Records from a dataset:

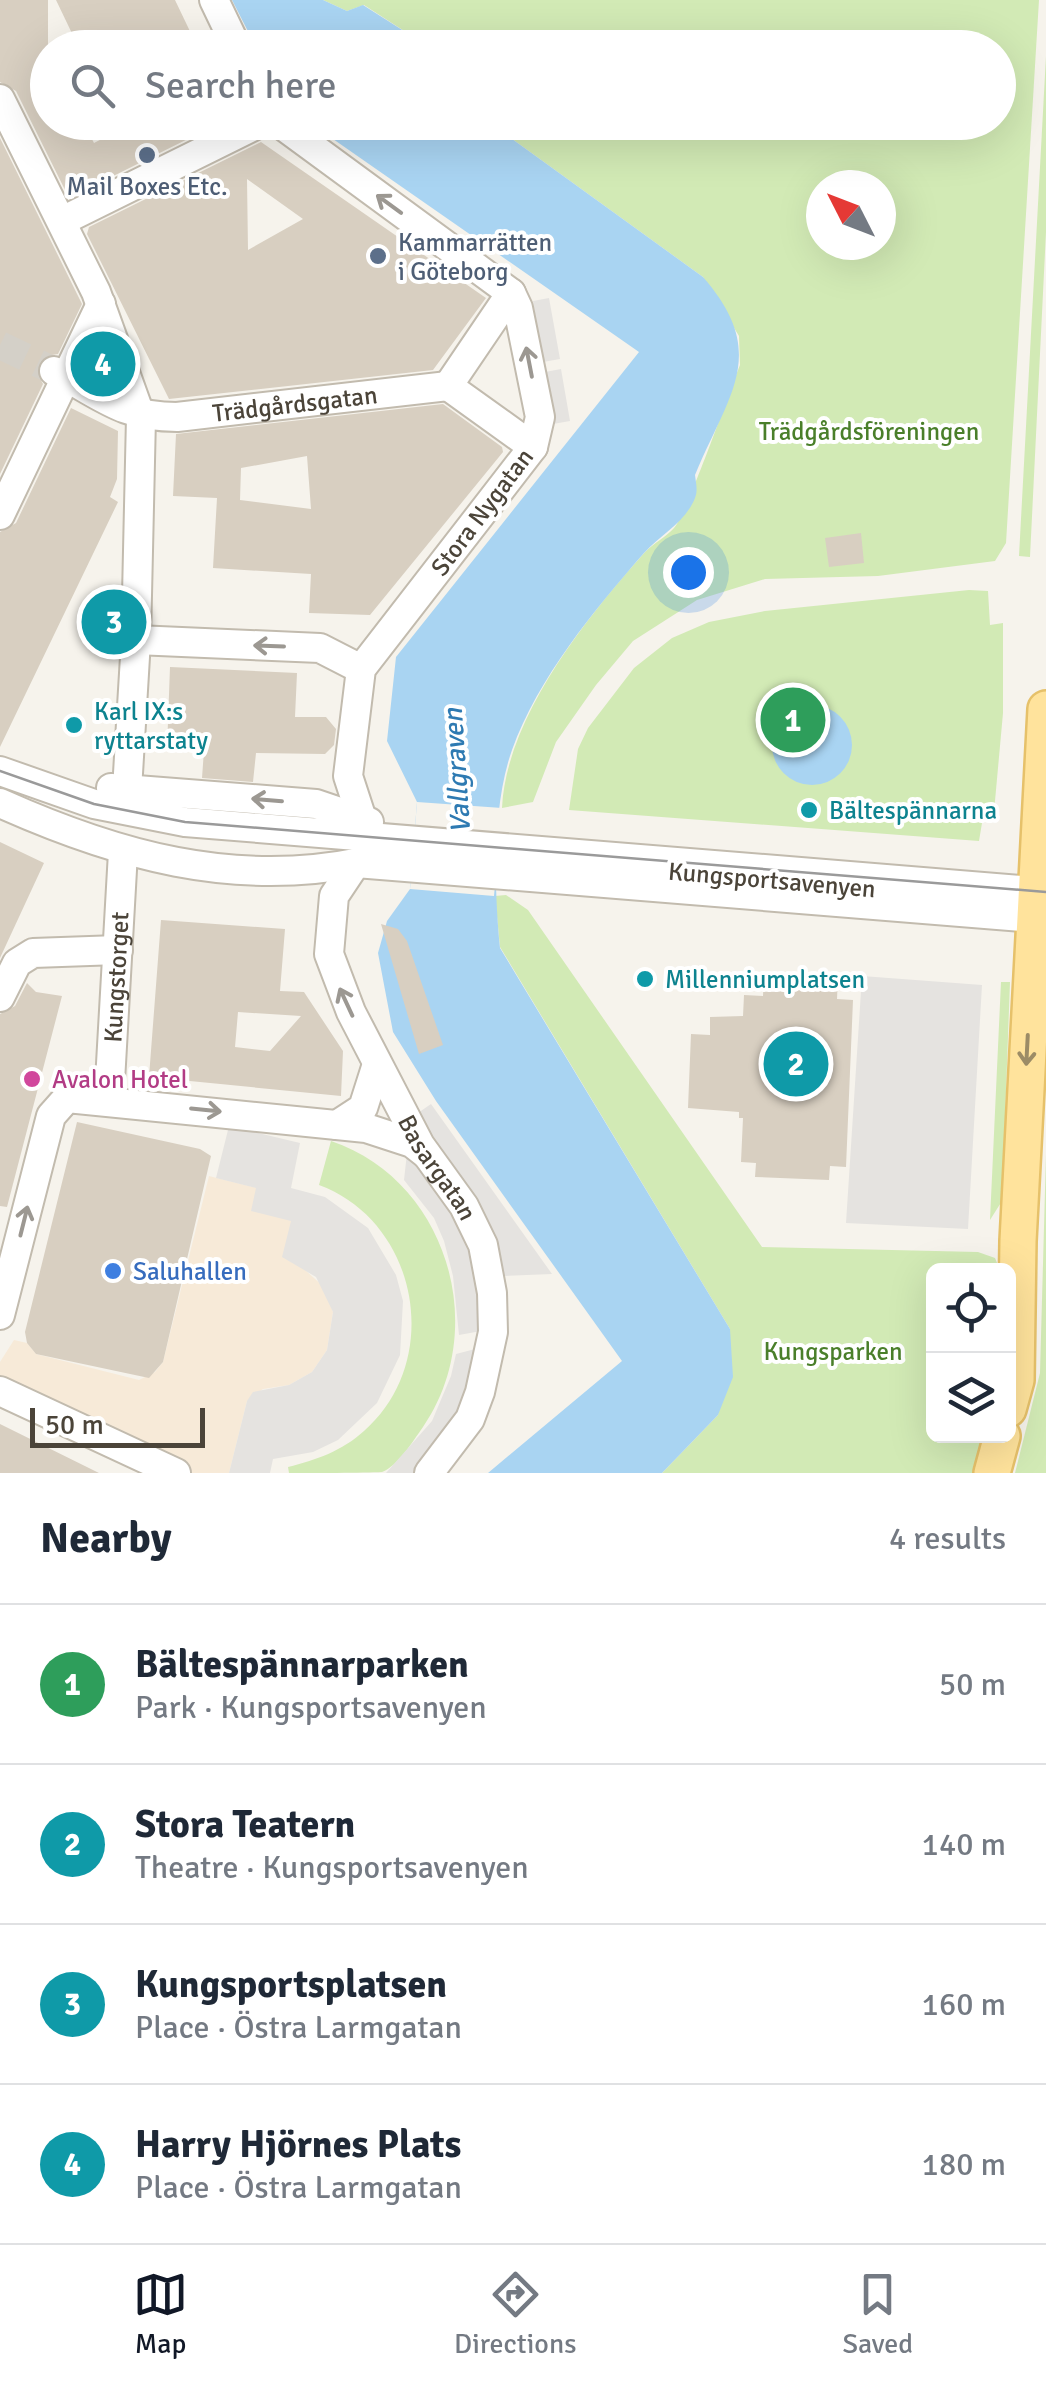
<!DOCTYPE html>
<html lang="en">
<head>
<meta charset="utf-8">
<style>
	body { margin:0; font-family:Signika,sans-serif; background:#f2f2f3; color:#1f2937 }
	.controls { position:absolute; right:30px; bottom:30px; display:grid; overflow:hidden; border-radius:15px; box-shadow:0 10px 40px #0002 }
	.controls button { width:90px; height:90px; display:grid; place-items:center; padding:0; border:0; border-bottom:2px solid #e0e1e3; background:#fff; color:#1f2937; font:50px sans-serif }
	.compass { position:absolute; left:806px; top:170px; width:90px; height:90px; border-radius:50%; background:#fff; box-shadow:0 10px 40px #0002; rotate:312deg }
	.scale { position:absolute; left:30px; bottom:25px; width:175px; box-sizing:border-box; padding-left:10px; border:5px solid #4b4439; border-top:0; font-size:28px; line-height:35px; white-space:nowrap; color:#4b4439; -webkit-text-stroke:8px #fff; paint-order:stroke }
	.you { position:absolute; left:688px; top:572px; width:35px; height:35px; margin:-25px; border:8px solid #fff; border-radius:50%; background:#1a73e8; box-shadow:0 0 0 15px #1a73e833 }
	.badge { display:grid; place-items:center; width:65px; height:65px; border-radius:50%; background:#111827; color:#fff; font-size:32px; font-weight:700 }
	.pin { position:absolute; translate:-50% -50%; border:5px solid #fff; box-shadow:0 2px 10px #0006 }
	.list { margin:0; padding:0; list-style:none }
	h2 { display:flex; justify-content:space-between; align-items:center; height:130px; margin:0; padding:0 40px; font-size:42px }
	h2 small { font-size:32px; font-weight:400; color:#747a83 }
	.list li { display:grid; grid-template-columns:65px 1fr auto; gap:30px; align-items:center; box-sizing:border-box; height:160px; padding:0 40px; border-top:2px solid #e0e1e3 }
	.list b { display:block; font-size:38px; white-space:nowrap }
	.list p { margin:0; font-size:32px; white-space:nowrap; color:#747a83 }
	.list em { font-size:32px; font-style:normal; color:#747a83 }
	.icon { flex:none; width:55px; height:55px; fill:none; stroke:currentColor; stroke-width:2; stroke-linecap:round; stroke-linejoin:round }
	.map { position:relative; flex:none; width:1046px; height:1473px; overflow:hidden }
	.search { position:absolute; background:#fff; box-shadow:0 10px 40px #0002; left:30px; right:30px; top:30px; height:110px; display:flex; align-items:center; gap:25px; box-sizing:border-box; padding:0 35px; border-radius:55px; color:#747a83; font-size:38px }
	.sheet { height:770px; background:#fff }
	nav { display:flex; justify-content:space-around; align-items:center; box-sizing:border-box; height:140px; border-top:2px solid #e0e1e3; background:#fff; font-size:28px; color:#747a83 }
	nav a { display:grid; justify-items:center; gap:5px }
	nav .on { color:#111827 }
	.map>svg:first-child { display:block }
</style>
</head>
<body>
<div class="map">
<svg width="1046" height="1473" viewBox="0 0 1046 1473">
	<rect width="100%" height="100%" fill="#f6f3ec"/>
	<!-- commercial -->
	<path fill="#f7ead8" d="M 209,1176 L 257,1188 L 291,1221 L 295,1261 L 324,1287 L 333,1312 L 327,1350 L 312,1372 L 289,1385 L 263,1389 L 247,1401 L 229,1473 L 176,1473 L 0,1391 L 0,1362 L 14,1340 L 27,1343 L 36,1354 L 139,1380 L 155,1372 L 163,1362 Z"/>
	<!-- green -->
	<path fill="#d2eab5" fill-rule="evenodd" d="M 323,0 L 1039,0 L 1006,543 L 995,561 L 878,576 L 765,579 L 697,600 L 633,641 L 596,685 L 556,742 L 533,802 L 502,808 C 506,718 586,618 645,552 C 654,543 666,537 674,528 C 686,516 730,390 740,365 L 739,336 L 703,277 L 490,123 L 998,122 L 998,48 L 429,47 L 364,5 L 347,11 ZM 821,185 L 881,185 L 881,245 L 821,245 Z
		M 1046,56 L 1046,232 L 1030,557 L 1019,556 Z
		M 969,590 L 988,591 L 990,625 L 1003,623 L 1003,713 L 994,812 L 984,811 L 979,841 L 569,810 L 578,749 L 588,728 L 634,668 L 672,638 L 709,622 L 765,611 Z
		M 506,895 L 528,910 L 762,1247 L 978,1252 L 995,1258 L 1000,1270 L 934,1270 L 934,1436 L 990,1436 L 981,1473 L 662,1473 L 718,1415 L 730,1329 L 500,947 L 495,896 Z
		M 1001,982 L 1010,982 L 1002,1201 L 990,1220 Z
		M 331,1141 C 447,1180 491,1328 423,1427 C 413,1441 398,1466 382,1472 C 364,1473 311,1473 289,1473 L 288,1467 C 316,1460 342,1451 364,1431 C 444,1361 419,1222 319,1185 Z
		M 1046,1154 L 1046,1473 L 1015,1473 L 1040,1373 Z"/>
	<!-- parking -->
	<path fill="#e5e3e0" d="M 549,298 L 560,359 L 543,362 L 533,301 Z
		M 561,369 L 570,421 L 553,424 L 545,372 Z
		M 862,976 L 982,985 L 968,1229 L 846,1223 Z
		M 431,1104 L 552,1274 L 504,1276 L 479,1204 L 415,1115 Z
		M 229,1126 L 300,1143 L 291,1188 L 325,1197 L 368,1228 L 396,1275 L 403,1301 L 400,1355 L 377,1403 L 338,1440 L 313,1452 L 273,1459 L 270,1473 L 229,1473 L 247,1401 L 253,1392 L 289,1385 L 312,1372 L 327,1350 L 333,1312 L 316,1277 L 282,1257 L 291,1221 L 251,1211 L 256,1188 L 216,1178 Z
		M 407,1153 L 451,1206 L 465,1238 L 480,1294 L 481,1331 L 459,1335 L 453,1276 L 444,1241 L 434,1218 L 404,1180 Z
		M 479,1348 L 460,1414 L 419,1473 L 386,1473 L 432,1421 L 451,1376 L 456,1354 Z"/>
	<!-- water -->
	<path fill="#a9d4f2" d="M 232,0 L 323,0 L 347,11 L 363,5 L 429,47 L 256,47 Z
		M 310,123 L 490,123 L 703,277 C 770,354 729,393 695,475 C 696,483 698,491 695,498 C 685,523 661,534 644,553 C 594,610 538,678 512,750 C 492,806 494,889 500,948 L 730,1329 L 733,1377 L 718,1415 L 662,1473 L 488,1473 L 622,1361 L 436,1101 L 393,1032 L 378,953 L 387,921 L 410,889 L 417,802 L 387,741 L 396,657 L 639,352 Z
		M772 745a40 40 0 1 1 80 0a40 40 0 1 1-80 0Z"/>
	<!-- pier -->
	<path fill="#f6f3ec" d="M 417,802 L 502,808 L 494,896 L 410,889 Z"/>
	<!-- building -->
	<path fill="#d8cfc1" fill-rule="evenodd" d="M 0,0 L 48,0 L 48,122 L 83,122 L 94,143 L 134,122 L 222,122 L 69,198 L 16,91 L 0,82 Z
		M 56,0 L 175,0 L 198,48 L 79,48 Z
		M 0,138 L 82,304 L 58,354 L 46,356 L 38,364 L 37,373 L 43,384 L 0,474 Z
		M 261,142 L 486,298 L 433,370 L 169,399 L 87,234 L 89,227 ZM 247,179 L 303,219 L 248,250 Z
		M 443,404 L 502,447 L 503,452 L 370,615 L 309,613 L 311,574 L 213,568 L 217,498 L 173,496 L 176,434 ZM 307,456 L 311,509 L 240,500 L 241,468 Z
		M 71,408 L 118,431 L 117,479 L 110,497 L 118,502 L 0,747 L 0,532 L 16,523 Z
		M 861,533 L 864,563 L 829,567 L 825,538 Z
		M 170,667 L 297,673 L 295,717 L 326,717 L 336,729 L 334,745 L 325,754 L 256,753 L 253,782 L 202,778 L 204,750 L 167,749 Z
		M 0,842 L 44,863 L 0,958 Z
		M 161,920 L 285,929 L 280,991 L 304,992 L 343,1051 L 341,1096 L 149,1077 ZM 238,1012 L 301,1016 L 270,1051 L 235,1047 Z
		M 381,924 L 398,929 L 407,941 L 443,1045 L 419,1054 Z
		M 764,973 L 838,976 L 837,999 L 853,1000 L 846,1167 L 830,1166 L 829,1180 L 755,1177 L 756,1163 L 741,1162 L 743,1118 L 739,1118 L 739,1112 L 688,1108 L 691,1034 L 710,1035 L 710,1017 L 743,1016 L 744,995 L 763,996 Z
		M 27,983 L 36,992 L 62,996 L 7,1207 L 0,1206 L 0,1014 L 15,1006 Z
		M 77,1122 L 200,1149 L 211,1156 L 163,1362 L 149,1378 L 36,1354 L 27,1343 L 25,1332 Z
		M 0,1424 L 99,1473 L 0,1473 Z"/>
	<g fill="none" stroke-linecap="round" stroke-linejoin="round">
		<!-- minor-tunnel -->
		<path stroke="#d4d0c8" stroke-width="28" stroke-dasharray="28 14" stroke-linecap="butt" d="M 0,345 L 54,371"/>
		<defs>
			<g id="minor">
				<path d="M 214,0 L 237,48"/>
				<path d="M 0,99 L 96,292 L 141,417 L 136,640 L 127,790"/>
				<path d="M 278,122 L 511,293 L 518,308 L 540,417 L 533,447 L 361,669 L 348,776 L 362,819"/>
				<path d="M 62,221 L 262,122"/>
				<path d="M 511,293 L 448,386 L 533,447"/>
				<path id="s1" d="M 54,371 C 102,395 120,417 177,417 L 448,386"/>
				<path d="M 0,515 L 101,304"/>
				<path d="M 136,640 L 320,648 L 361,669"/>
				<path d="M 0,771 L 94,804 L 185,822 L 1046,892"/>
				<path d="M 111,788 L 316,804 L 369,822"/>
				<path d="M 0,803 C 116,855 233,888 361,862"/>
				<path d="M 356,863 L 1035,918"/>
				<path id="s2" d="M 356,863 L 334,896 L 329,954 L 351,1012 L 420,1145 L 464,1206 L 483,1245 L 492,1293 L 493,1332 L 480,1392 L 470,1419 L 429,1473"/>
				<path d="M 0,997 L 17,963 L 33,953 L 118,950"/>
				<path id="s3" d="M 109,1099 L 123,852"/>
				<path d="M 337,1125 L 363,1108 L 377,1064"/>
				<path d="M 0,1315 L 51,1116 L 67,1098 L 366,1128 L 412,1143 L 426,1154"/>
				<path d="M 0,1391 L 176,1473"/>
			</g>
			<path id="major" d="M 1008,1409 L 1016,1380 L 1018,1241 L 1046,709
				M 992,1473 L 1002,1436"/>
		</defs>
		<!-- minor casing -->
		<use href="#minor" stroke="#c2bbae" stroke-width="32"/>
		<!-- major casing -->
		<use href="#major" stroke="#e6c16a" stroke-width="40"/>
		<!-- minor -->
		<use href="#minor" stroke="#fff" stroke-width="28"/>
		<!-- major -->
		<use href="#major" stroke="#ffe39c" stroke-width="35"/>
		<!-- tram -->
		<path stroke="#9a9a9a" stroke-width="2.5" d="M 0,771 L 94,804 L 185,822 L 1046,892"/>
	</g>
	<!-- one-way arrows -->
	<defs><path id="oneway-shaft" d="M-6 0H5M1.5-3L5.5 0L1.5 3" fill="none" stroke-width="1.6" stroke-linecap="round" stroke-linejoin="round" transform="scale(2.5)"/></defs>
	<g stroke="#9c9892">
		<use href="#oneway-shaft" transform="translate(389 204) rotate(-144)"/>
		<use href="#oneway-shaft" transform="translate(529 362) rotate(-101)"/>
		<use href="#oneway-shaft" transform="translate(269 646) rotate(-178)"/>
		<use href="#oneway-shaft" transform="translate(267 800) rotate(-175)"/>
		<use href="#oneway-shaft" transform="translate(346 1002) rotate(-115)"/>
		<use href="#oneway-shaft" transform="translate(206 1110) rotate(6)"/>
		<use href="#oneway-shaft" transform="translate(24 1221) rotate(-76)"/>
	</g>
	<use stroke="#9c8c66" href="#oneway-shaft" transform="translate(1027 1050) rotate(93)"/>
	<!-- markers -->
	<g fill="#5c6f8a" stroke="#fff" stroke-width="4">
		<circle cx="147" cy="155" r="10"/>
		<circle cx="378" cy="256" r="10"/>
	</g>
	<g fill="#0f9aa8" stroke="#fff" stroke-width="4">
		<circle cx="74" cy="725" r="10"/>
		<circle cx="809" cy="810" r="10"/>
		<circle cx="645" cy="979" r="10"/>
	</g>
	<circle fill="#d1479c" stroke="#fff" stroke-width="4" cx="32" cy="1079" r="10"/>
	<circle fill="#3f7fe0" stroke="#fff" stroke-width="4" cx="113" cy="1271" r="10"/>
	<g text-anchor="middle" dominant-baseline="central" stroke-width="8" stroke-linejoin="round" paint-order="stroke">
		<!-- service labels -->
		<g font-size="25" fill="#4e5e75" stroke="#fff">
			<text x="147" y="186">Mail Boxes Etc.</text>
			<text x="398" y="242" text-anchor="start">Kammarrätten<tspan x="398" dy="29">i Göteborg</tspan></text>
		</g>
		<!-- street labels -->
		<g font-size="25" fill="#4b4439" stroke="#fff">
			<text stroke="none"><textPath href="#s1" startOffset="252">Trädgårdsgatan</textPath></text>
			<text transform="translate(482 512) rotate(-53)">Stora Nygatan</text>
			<text transform="translate(772 880) rotate(5)">Kungsportsavenyen</text>
			<text stroke="none"><textPath href="#s3" startOffset="122">Kungstorget</textPath></text>
			<text stroke="none"><textPath href="#s2" startOffset="338">Basargatan</textPath></text>
		</g>
		<!-- park labels -->
		<g font-size="25" fill="#4a7f2a" stroke="#fff">
			<text x="869" y="431">Trädgårdsföreningen</text>
			<text x="833" y="1351">Kungsparken</text>
		</g>
		<!-- culture labels -->
		<g font-size="25" fill="#0d838f" stroke="#fff" text-anchor="start">
			<text x="94" y="711">Karl IX:s<tspan x="94" dy="29">ryttarstaty</tspan></text>
			<text x="829" y="810">Bältespännarna</text>
			<text x="665" y="979">Millenniumplatsen</text>
		</g>
		<!-- hotel labels -->
		<g font-size="25" fill="#b23c85" stroke="#fff" text-anchor="start">
			<text x="52" y="1079">Avalon Hotel</text>
		</g>
		<!-- shop labels -->
		<g font-size="25" fill="#366cbe" stroke="#fff" text-anchor="start">
			<text x="133" y="1271">Saluhallen</text>
		</g>
		<!-- water labels -->
		<g font-size="28" font-style="italic" fill="#2e7ab2" stroke="#fff">
			<text transform="translate(457 771) rotate(-94)">Vallgraven</text>
		</g>
	</g>
</svg>
<div class="controls">
<button><svg class="icon" aria-label="locate" viewBox="0 0 24 24"><circle cx="12" cy="12" r="6"/><path d="M12 2v4M12 18v4M2 12h4M18 12h4"/></svg></button>
<button><svg class="icon" aria-label="layers" viewBox="0 0 24 24"><path d="M12 4l9 5-9 5-9-5zM3 14l9 5 9-5"/></svg></button>
</div>
<svg class="compass" viewBox="-18 -18 36 36"><path d="M0-13l5 13h-10z" fill="#e53935"/><path d="M0 13l5-13h-10z" fill="#747a83"/></svg>
<div class="scale">50 m</div>
<div class="you"></div>
<div class="pin badge" style="left:793px;top:720px;background:#2e9e5b">1</div>
<div class="pin badge" style="left:796px;top:1064px;background:#0f9aa8">2</div>
<div class="pin badge" style="left:114px;top:622px;background:#0f9aa8">3</div>
<div class="pin badge" style="left:103px;top:364px;background:#0f9aa8">4</div>
<div class="search"><svg class="icon" aria-label="search" viewBox="0 0 24 24"><circle cx="10" cy="10" r="6"/><path d="M15 15l6 6"/></svg>Search here</div>
</div>
<section class="sheet">
<h2>Nearby<small>4 results</small></h2>
<ul class="list">
<li><span class="badge" style="background:#2e9e5b">1</span><div><b>Bältespännarparken</b><p>Park · Kungsportsavenyen</p></div><em>50 m</em></li>
<li><span class="badge" style="background:#0f9aa8">2</span><div><b>Stora Teatern</b><p>Theatre · Kungsportsavenyen</p></div><em>140 m</em></li>
<li><span class="badge" style="background:#0f9aa8">3</span><div><b>Kungsportsplatsen</b><p>Place · Östra Larmgatan</p></div><em>160 m</em></li>
<li><span class="badge" style="background:#0f9aa8">4</span><div><b>Harry Hjörnes Plats</b><p>Place · Östra Larmgatan</p></div><em>180 m</em></li>
</ul>
</section>
<nav>
<a class="on"><svg class="icon" aria-label="map" viewBox="0 0 24 24"><path d="M3 6l6-2 6 2 6-2v14l-6 2-6-2-6 2zM9 4v14M15 6v14"/></svg>Map</a>
<a><svg class="icon" aria-label="directions" viewBox="0 0 24 24"><path d="M12 3l9 9-9 9-9-9zM9 14v-3h6M13 9l2 2-2 2"/></svg>Directions</a>
<a><svg class="icon" aria-label="saved" viewBox="0 0 24 24"><path d="M7 4h10v16l-5-4-5 4z"/></svg>Saved</a>
</nav>
</body>
</html>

Problem statement:
Where a line of the records above holds the word "none", copy that line.

Output for this exercise:
	.list { margin:0; padding:0; list-style:none }
	.icon { flex:none; width:55px; height:55px; fill:none; stroke:currentColor; stroke-width:2; stroke-linecap:round; stroke-linejoin:round }
	.map { position:relative; flex:none; width:1046px; height:1473px; overflow:hidden }
	<g fill="none" stroke-linecap="round" stroke-linejoin="round">
	<defs><path id="oneway-shaft" d="M-6 0H5M1.5-3L5.5 0L1.5 3" fill="none" stroke-width="1.6" stroke-linecap="round" stroke-linejoin="round" transform="scale(2.5)"/></defs>
			<text stroke="none"><textPath href="#s1" startOffset="252">Trädgårdsgatan</textPath></text>
			<text stroke="none"><textPath href="#s3" startOffset="122">Kungstorget</textPath></text>
			<text stroke="none"><textPath href="#s2" startOffset="338">Basargatan</textPath></text>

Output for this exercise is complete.